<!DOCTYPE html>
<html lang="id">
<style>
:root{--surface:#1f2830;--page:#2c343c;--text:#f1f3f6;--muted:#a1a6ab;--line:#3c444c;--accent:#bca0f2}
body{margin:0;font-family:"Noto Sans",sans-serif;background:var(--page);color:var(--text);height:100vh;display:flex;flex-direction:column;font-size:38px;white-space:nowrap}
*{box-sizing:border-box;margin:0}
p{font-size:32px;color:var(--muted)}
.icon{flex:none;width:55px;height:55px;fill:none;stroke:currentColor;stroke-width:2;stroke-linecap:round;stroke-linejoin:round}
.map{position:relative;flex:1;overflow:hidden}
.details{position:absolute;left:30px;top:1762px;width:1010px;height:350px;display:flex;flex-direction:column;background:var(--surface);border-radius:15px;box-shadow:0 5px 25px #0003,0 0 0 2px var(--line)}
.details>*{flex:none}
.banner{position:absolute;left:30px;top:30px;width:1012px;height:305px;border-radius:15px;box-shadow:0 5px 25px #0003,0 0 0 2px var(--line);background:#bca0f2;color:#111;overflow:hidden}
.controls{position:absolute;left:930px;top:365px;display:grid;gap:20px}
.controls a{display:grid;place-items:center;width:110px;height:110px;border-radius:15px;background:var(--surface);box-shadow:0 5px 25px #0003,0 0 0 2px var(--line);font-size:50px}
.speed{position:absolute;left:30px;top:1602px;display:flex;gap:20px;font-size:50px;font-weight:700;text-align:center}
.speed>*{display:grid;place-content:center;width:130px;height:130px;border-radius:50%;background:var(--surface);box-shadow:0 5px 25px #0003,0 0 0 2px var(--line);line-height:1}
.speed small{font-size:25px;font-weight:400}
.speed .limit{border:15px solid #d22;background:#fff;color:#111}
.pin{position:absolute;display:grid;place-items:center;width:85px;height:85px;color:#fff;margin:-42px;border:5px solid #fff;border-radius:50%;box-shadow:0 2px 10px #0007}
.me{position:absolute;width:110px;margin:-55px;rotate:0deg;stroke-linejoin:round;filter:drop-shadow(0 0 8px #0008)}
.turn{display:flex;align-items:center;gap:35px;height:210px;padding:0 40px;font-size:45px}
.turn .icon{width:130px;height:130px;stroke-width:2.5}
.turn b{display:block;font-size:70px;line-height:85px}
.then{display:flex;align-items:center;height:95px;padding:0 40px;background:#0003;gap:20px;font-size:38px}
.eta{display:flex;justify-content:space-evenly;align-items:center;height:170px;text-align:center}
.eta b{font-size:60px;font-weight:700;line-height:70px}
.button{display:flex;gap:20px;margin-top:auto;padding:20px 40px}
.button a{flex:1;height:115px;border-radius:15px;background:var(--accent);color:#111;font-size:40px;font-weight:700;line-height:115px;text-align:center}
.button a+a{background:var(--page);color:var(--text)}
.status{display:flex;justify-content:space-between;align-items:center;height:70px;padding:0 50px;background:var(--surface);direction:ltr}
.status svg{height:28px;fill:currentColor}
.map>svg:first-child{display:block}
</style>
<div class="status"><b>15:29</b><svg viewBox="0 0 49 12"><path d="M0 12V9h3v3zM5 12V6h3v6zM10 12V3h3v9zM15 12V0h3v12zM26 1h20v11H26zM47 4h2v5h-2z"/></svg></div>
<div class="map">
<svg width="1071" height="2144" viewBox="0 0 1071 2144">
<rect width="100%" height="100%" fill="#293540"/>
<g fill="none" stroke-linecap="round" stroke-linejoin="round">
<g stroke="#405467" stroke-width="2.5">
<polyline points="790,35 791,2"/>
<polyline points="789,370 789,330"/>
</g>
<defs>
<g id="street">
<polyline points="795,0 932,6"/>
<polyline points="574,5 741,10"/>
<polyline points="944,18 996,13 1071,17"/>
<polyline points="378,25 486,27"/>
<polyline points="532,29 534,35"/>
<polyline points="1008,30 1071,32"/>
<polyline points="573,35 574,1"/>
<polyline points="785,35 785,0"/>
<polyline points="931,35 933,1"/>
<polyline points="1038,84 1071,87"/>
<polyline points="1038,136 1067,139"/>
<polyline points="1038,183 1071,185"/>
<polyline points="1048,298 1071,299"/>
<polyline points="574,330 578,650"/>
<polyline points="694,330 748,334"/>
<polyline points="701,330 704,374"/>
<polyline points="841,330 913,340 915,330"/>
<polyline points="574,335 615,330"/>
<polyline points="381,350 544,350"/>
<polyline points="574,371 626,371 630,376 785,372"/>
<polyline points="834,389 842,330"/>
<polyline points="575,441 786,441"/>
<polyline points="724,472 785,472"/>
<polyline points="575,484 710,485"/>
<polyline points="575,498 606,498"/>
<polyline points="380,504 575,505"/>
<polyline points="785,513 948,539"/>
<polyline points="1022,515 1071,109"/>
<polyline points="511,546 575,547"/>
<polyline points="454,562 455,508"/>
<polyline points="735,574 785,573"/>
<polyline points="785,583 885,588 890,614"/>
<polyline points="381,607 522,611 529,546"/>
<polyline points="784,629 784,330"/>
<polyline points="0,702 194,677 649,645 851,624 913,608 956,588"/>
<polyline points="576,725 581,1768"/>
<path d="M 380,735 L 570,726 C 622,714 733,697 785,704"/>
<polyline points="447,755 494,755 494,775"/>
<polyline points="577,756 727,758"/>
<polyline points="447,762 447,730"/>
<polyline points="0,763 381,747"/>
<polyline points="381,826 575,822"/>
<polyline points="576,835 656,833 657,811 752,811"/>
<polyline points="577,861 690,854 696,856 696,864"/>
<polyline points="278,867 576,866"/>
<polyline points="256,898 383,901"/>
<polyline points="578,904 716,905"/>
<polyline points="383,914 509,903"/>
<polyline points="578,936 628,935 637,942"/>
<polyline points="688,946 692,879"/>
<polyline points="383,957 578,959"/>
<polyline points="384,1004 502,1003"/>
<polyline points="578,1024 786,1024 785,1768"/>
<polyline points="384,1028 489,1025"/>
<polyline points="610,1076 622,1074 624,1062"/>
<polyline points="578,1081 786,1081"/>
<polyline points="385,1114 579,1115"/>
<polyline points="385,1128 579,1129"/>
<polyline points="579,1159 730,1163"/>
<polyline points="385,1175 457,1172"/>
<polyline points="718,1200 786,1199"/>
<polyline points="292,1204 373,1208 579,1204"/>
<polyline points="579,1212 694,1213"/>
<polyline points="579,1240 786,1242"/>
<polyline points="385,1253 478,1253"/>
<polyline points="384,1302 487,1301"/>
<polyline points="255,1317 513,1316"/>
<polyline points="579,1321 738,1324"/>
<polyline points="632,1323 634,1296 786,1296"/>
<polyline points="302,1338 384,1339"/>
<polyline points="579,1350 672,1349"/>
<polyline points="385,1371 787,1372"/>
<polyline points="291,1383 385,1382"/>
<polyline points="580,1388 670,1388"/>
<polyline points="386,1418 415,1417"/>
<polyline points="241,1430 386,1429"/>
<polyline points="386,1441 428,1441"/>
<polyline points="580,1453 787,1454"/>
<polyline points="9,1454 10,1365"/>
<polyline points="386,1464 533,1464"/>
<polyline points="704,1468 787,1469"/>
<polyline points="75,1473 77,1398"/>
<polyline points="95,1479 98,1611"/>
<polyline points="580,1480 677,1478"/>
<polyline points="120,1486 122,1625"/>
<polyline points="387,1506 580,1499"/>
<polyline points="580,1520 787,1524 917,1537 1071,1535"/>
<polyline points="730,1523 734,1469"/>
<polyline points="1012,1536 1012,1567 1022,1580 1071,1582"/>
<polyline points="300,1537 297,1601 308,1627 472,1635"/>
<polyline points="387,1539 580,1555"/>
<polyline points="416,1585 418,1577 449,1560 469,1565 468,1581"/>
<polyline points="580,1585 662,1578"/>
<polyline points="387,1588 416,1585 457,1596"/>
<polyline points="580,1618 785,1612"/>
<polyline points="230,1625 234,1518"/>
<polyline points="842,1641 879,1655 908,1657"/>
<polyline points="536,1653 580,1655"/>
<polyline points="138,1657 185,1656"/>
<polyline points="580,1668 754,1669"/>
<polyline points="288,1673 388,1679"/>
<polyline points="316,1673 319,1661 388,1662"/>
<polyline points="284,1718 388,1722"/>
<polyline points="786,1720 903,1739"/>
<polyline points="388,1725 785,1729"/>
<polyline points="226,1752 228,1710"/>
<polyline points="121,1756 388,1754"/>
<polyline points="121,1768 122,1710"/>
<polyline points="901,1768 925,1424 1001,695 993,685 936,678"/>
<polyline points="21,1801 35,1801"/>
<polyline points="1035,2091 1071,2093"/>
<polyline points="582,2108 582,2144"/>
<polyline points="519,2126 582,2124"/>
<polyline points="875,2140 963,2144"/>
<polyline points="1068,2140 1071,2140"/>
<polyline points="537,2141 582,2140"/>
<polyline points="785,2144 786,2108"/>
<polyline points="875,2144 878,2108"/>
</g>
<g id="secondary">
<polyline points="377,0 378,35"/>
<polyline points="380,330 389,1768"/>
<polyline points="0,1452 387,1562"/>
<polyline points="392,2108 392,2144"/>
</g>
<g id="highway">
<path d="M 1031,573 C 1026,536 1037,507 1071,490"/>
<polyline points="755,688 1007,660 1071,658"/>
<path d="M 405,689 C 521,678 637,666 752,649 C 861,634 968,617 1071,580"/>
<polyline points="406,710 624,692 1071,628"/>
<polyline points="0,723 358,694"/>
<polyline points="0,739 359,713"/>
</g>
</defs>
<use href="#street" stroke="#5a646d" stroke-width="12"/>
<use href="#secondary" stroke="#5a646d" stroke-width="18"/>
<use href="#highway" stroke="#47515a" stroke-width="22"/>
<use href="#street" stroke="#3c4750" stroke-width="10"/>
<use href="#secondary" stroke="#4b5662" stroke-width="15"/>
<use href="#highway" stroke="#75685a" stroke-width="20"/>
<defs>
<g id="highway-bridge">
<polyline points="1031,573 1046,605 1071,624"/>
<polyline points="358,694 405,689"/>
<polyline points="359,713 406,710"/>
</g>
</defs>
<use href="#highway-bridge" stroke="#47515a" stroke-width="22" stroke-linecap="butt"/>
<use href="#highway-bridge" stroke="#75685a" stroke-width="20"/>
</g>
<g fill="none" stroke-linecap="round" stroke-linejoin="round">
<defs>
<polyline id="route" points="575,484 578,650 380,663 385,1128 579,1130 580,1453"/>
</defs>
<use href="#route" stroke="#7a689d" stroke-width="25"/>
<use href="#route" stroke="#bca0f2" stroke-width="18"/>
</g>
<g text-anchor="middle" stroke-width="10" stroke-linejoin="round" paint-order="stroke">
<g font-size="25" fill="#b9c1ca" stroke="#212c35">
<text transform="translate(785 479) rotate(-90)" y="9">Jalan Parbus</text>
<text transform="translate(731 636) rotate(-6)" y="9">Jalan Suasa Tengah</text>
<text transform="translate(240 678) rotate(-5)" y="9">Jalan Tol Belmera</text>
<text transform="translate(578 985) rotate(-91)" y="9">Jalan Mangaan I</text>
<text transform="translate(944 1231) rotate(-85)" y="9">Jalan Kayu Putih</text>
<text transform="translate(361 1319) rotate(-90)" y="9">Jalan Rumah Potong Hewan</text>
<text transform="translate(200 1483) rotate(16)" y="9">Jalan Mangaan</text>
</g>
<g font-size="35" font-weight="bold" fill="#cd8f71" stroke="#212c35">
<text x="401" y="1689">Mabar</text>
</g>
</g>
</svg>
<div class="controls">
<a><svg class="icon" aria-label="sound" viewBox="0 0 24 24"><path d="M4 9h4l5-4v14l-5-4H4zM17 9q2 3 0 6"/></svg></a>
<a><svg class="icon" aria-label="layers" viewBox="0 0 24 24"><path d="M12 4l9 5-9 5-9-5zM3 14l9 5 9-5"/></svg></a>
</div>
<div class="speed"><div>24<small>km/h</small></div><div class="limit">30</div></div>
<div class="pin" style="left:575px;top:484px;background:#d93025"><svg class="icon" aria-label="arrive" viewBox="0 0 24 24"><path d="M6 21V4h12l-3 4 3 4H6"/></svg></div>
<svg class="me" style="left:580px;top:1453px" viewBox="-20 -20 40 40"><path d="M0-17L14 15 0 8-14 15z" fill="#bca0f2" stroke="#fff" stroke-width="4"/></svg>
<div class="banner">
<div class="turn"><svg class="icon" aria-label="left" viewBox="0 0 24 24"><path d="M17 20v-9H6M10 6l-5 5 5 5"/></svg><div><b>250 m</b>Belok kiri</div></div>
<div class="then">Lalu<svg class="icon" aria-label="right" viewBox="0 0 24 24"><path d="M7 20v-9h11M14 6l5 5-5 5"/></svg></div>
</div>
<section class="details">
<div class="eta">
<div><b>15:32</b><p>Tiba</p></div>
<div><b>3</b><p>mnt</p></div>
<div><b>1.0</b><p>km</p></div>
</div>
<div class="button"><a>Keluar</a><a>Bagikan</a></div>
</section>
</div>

◆ ◆ ◆ ◆ ◆

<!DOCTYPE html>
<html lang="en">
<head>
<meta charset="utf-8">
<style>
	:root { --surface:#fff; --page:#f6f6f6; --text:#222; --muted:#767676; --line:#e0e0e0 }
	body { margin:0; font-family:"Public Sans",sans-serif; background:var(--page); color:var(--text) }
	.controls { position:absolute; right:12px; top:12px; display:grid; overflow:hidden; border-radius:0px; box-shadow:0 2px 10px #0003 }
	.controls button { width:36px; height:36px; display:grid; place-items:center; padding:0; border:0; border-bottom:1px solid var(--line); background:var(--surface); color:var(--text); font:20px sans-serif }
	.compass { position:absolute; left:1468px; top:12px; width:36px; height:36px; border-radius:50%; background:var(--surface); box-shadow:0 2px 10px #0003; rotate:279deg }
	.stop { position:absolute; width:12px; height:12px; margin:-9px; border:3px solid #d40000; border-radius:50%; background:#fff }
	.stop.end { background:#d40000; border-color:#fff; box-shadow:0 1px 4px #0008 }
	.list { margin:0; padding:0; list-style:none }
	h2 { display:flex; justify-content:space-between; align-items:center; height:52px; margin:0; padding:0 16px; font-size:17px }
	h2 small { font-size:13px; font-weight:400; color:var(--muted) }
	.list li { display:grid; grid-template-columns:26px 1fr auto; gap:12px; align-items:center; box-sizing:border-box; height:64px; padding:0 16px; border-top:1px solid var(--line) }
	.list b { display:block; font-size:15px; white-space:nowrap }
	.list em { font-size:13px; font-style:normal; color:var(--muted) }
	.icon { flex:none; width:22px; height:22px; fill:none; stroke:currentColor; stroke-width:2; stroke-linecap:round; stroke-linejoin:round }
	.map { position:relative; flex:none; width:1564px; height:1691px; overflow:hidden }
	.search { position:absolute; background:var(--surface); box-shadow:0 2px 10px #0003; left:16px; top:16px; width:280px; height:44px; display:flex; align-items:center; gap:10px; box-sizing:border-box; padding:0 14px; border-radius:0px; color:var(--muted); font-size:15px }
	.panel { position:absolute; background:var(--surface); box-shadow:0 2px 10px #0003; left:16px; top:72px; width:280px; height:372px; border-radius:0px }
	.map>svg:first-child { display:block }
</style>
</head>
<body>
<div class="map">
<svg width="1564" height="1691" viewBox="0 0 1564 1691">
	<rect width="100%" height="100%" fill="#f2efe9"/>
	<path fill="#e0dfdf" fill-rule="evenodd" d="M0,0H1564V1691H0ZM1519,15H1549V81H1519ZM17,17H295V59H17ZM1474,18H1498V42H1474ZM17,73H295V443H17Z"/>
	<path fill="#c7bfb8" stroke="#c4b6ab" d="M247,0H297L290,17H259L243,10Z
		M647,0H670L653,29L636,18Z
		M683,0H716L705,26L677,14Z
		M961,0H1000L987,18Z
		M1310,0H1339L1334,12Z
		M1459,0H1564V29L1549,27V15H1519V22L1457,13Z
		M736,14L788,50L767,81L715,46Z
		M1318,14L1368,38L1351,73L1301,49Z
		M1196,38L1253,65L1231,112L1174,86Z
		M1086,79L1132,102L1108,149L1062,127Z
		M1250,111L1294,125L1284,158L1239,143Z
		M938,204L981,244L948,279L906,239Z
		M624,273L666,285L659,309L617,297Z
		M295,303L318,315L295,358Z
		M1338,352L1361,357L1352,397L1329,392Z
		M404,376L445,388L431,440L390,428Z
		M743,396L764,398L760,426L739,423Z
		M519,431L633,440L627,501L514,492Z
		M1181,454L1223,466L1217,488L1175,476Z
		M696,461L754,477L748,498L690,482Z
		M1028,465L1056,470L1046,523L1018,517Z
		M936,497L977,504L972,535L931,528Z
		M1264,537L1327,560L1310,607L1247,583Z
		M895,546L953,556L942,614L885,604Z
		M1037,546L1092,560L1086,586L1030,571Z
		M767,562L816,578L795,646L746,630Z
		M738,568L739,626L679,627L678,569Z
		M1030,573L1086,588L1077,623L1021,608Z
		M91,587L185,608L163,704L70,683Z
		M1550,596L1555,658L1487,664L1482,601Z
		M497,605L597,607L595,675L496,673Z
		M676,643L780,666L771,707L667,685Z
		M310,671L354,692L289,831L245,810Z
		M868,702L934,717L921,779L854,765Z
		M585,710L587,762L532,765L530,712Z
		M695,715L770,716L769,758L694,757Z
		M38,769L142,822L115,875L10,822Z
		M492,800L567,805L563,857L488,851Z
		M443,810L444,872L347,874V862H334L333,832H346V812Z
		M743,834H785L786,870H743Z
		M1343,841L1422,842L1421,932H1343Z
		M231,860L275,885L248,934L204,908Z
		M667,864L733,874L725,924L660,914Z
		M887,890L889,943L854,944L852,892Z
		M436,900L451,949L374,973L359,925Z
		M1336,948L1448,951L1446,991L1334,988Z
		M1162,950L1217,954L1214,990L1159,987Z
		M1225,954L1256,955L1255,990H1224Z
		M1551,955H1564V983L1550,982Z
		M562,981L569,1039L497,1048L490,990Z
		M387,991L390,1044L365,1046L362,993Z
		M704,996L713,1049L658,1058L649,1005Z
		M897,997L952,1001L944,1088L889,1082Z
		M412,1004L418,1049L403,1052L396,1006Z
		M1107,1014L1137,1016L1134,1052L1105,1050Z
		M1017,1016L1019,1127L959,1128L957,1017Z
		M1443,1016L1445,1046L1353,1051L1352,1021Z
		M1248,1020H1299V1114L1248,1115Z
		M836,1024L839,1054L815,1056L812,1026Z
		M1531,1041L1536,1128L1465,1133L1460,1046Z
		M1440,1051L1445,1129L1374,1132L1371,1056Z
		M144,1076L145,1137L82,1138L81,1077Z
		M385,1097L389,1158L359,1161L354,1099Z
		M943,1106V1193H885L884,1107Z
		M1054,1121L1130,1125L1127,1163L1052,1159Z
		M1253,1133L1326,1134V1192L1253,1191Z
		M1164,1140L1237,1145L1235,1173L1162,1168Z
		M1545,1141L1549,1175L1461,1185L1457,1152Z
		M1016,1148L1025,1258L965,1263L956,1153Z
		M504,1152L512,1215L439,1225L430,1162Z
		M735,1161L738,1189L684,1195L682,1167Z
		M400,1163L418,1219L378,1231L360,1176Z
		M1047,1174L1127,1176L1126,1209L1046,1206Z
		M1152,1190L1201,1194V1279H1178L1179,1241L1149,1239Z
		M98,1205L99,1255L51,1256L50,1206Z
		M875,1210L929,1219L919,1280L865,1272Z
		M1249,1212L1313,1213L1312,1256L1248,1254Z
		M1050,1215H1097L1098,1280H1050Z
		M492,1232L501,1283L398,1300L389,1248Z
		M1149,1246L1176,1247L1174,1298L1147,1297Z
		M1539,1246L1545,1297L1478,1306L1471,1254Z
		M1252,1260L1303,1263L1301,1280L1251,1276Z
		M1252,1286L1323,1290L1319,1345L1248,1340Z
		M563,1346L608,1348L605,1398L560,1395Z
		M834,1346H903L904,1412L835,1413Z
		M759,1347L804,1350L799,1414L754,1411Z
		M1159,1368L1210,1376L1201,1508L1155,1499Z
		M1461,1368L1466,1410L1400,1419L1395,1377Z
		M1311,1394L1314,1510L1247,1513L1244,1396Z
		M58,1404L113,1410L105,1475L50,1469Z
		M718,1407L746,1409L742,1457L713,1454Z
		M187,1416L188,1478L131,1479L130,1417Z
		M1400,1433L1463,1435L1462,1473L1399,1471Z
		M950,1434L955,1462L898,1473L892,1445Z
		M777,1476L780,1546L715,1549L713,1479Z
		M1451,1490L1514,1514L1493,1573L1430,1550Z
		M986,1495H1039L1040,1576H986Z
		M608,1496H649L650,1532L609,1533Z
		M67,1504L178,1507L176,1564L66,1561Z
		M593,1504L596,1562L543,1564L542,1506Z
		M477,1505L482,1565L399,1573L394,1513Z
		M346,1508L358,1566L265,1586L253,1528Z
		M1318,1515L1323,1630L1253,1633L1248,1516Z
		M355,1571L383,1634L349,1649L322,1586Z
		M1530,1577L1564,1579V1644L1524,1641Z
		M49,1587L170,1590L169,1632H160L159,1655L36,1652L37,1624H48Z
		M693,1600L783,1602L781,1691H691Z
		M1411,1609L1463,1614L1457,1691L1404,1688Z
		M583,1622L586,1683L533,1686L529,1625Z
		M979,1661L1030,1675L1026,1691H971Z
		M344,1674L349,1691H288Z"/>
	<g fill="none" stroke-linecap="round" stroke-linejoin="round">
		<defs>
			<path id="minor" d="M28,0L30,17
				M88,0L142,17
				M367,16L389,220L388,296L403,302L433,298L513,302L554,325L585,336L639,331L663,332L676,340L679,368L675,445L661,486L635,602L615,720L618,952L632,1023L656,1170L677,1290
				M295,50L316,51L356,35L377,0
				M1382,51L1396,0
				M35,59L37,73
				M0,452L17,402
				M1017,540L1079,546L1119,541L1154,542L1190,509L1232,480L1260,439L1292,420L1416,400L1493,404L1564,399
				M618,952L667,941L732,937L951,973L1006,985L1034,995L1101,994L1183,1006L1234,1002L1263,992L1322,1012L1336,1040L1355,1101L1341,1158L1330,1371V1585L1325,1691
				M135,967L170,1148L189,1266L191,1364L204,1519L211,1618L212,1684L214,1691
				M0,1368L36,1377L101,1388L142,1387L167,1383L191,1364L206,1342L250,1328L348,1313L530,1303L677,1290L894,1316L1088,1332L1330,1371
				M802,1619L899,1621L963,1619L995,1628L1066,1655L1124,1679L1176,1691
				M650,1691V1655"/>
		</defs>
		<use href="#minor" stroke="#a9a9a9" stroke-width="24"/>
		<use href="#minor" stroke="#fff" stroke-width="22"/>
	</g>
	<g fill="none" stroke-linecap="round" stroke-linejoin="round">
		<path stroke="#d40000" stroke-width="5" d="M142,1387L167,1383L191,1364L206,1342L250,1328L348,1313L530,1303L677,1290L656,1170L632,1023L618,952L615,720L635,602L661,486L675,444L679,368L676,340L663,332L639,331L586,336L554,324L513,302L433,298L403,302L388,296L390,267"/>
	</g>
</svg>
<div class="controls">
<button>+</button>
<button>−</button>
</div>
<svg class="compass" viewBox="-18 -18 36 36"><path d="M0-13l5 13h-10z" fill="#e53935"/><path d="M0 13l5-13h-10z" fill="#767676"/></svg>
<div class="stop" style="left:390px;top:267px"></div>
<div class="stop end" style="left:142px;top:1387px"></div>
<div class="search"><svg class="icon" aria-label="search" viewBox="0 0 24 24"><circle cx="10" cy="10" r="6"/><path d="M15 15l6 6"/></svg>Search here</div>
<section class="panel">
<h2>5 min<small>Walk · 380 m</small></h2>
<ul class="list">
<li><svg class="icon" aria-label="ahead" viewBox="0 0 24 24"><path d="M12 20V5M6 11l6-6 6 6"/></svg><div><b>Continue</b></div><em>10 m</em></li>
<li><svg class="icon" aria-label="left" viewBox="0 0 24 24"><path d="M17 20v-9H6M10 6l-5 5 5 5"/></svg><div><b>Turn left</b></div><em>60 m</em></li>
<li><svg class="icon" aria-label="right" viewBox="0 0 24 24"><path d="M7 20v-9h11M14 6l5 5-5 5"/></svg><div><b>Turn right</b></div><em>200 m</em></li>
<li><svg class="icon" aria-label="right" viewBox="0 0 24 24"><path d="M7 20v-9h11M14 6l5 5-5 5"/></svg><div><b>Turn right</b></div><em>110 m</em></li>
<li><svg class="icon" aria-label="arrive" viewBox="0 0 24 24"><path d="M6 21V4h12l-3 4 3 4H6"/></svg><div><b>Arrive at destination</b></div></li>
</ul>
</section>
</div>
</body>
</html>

◆ ◆ ◆ ◆ ◆

### Exercise
Among the lines above, return those that hold the word "accent".

### Expected output
:root{--surface:#1f2830;--page:#2c343c;--text:#f1f3f6;--muted:#a1a6ab;--line:#3c444c;--accent:#bca0f2}
.button a{flex:1;height:115px;border-radius:15px;background:var(--accent);color:#111;font-size:40px;font-weight:700;line-height:115px;text-align:center}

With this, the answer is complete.